The Suns have easily been the biggest surprise over the first few weeks of the NBA season. Phoenix has basically hovered around the 22-win range over the last four years, but has raced out to a 6–3 start in 2019, including wins over the 76ers, Clippers, and Nets. Two of their three losses have been by one point to presumed playoff teams (the Nuggets and Jazz.) And all of this is happening with former No. 1 pick Deandre Ayton suspended since the first game of the season.
There are—shockingly—lots of exciting things happening in Phoenix right now. Ricky Rubio is providing the most competent point guard play the franchise has seen in several seasons. Kelly Oubre Jr. is taking a major step forward. Devin Booker is currently shooting over 50% from the field and three-point range, while connecting on over 90% of his free throws. Today, however, we are actually going to focus on the subtle brilliance of center Aron Baynes, who has filled in for Ayton better than anyone could have imagined.
Baynes arrived in Phoenix this summer via trade from the Celtics, a cap-clearing move for Boston on draft night that mostly flew under the radar from the Suns’ perspective. But Baynes has been hilariously effective over the first nine games of the season. Phoenix has a 12.5 net rating with the Aussie big man on the court, and Baynes is currently obliterating many of his previous career highs in categories like field-goal attempts, points, assists, three-pointers attempted, and three-point percentage. (Baynes’s previous points-per-game high was 6.6, through nine games he’s at 15.8!)
When watching the Suns, the most impressive part of Baynes’s game is how little time he wastes on the court.

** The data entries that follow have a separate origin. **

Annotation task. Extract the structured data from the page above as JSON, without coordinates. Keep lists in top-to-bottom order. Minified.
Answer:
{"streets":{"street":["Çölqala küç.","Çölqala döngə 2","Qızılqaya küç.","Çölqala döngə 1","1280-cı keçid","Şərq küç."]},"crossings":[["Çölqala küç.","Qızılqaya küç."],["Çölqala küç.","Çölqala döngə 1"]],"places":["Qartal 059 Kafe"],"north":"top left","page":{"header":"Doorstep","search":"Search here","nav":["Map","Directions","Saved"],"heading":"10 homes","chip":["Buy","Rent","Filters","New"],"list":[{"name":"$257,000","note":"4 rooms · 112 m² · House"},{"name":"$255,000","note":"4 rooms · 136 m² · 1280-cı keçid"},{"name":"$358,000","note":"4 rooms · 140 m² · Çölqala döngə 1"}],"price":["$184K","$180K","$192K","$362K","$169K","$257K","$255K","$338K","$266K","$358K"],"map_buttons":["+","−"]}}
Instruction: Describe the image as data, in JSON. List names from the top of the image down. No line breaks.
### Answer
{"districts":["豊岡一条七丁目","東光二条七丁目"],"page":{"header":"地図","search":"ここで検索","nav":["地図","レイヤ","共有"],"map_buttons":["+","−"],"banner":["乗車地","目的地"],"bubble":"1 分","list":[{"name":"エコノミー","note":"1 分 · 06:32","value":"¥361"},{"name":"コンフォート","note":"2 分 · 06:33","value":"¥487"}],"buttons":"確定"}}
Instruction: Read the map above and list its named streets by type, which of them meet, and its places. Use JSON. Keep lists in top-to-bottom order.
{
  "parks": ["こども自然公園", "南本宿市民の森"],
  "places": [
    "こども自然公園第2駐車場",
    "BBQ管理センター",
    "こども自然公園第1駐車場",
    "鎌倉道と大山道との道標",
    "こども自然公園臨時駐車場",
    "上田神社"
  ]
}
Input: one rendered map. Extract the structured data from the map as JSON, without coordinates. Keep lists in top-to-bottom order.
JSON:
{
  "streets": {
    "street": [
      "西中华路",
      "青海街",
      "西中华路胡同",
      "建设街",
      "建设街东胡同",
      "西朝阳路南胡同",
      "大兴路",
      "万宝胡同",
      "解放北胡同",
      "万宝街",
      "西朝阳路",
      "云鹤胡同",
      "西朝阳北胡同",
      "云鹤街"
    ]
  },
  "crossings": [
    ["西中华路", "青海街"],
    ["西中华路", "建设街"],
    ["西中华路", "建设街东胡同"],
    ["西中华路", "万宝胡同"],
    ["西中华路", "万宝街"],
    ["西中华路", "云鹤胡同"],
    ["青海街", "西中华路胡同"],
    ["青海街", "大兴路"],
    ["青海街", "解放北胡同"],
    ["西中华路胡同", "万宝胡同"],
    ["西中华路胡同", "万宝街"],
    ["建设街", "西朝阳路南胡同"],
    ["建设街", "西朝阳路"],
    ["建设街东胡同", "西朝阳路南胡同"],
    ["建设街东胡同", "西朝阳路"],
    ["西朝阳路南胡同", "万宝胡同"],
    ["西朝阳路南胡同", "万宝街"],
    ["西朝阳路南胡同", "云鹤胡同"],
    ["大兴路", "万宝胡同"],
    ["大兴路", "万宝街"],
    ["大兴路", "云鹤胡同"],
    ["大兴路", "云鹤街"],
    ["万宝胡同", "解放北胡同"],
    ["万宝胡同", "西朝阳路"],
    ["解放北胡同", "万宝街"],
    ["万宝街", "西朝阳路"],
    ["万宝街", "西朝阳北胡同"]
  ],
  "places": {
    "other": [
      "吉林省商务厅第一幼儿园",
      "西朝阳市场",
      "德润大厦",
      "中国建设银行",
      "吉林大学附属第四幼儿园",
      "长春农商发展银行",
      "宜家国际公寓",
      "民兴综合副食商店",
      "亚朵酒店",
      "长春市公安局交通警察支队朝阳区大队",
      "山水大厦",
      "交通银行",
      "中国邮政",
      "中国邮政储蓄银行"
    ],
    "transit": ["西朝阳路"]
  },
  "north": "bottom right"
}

In what’s basically become a hyper-offensive era in the NBA, players who have a glaring hole on that side of the floor immediately become a major target of defenses, who can use their deficiencies to muck up everything else. This can especially be a problem for centers who can’t space the floor or aren’t threats when rolling to the hoop.
But Baynes’s constant effort makes him far from a liability. He is setting heavy screens on nearly every possession, whether it’s for a pick-and-roll or someone off the ball. He moves with purpose on all of his actions, which means he always has to be accounted for. In a starting lineup with not-always-respected shooters in Oubre and Rubio, Baynes’s relentless movement helps create open looks for his teammates while not letting the defense cheat.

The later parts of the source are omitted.